Data:
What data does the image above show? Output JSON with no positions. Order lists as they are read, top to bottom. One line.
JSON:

...

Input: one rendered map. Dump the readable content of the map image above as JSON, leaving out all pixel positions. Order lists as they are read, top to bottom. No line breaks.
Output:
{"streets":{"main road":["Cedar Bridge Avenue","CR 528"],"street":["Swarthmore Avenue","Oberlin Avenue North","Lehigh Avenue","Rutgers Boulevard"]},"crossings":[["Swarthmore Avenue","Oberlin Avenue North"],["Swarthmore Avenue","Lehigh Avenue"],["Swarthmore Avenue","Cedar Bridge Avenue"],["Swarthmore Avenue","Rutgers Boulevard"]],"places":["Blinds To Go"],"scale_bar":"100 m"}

Work instructions: Lines holding the word "Order" are the answer; copy every one from the records above.

The completed task:
What data does the image above show? Output JSON with no positions. Order lists as they are read, top to bottom. One line.
Input: one rendered map. Dump the readable content of the map image above as JSON, leaving out all pixel positions. Order lists as they are read, top to bottom. No line breaks.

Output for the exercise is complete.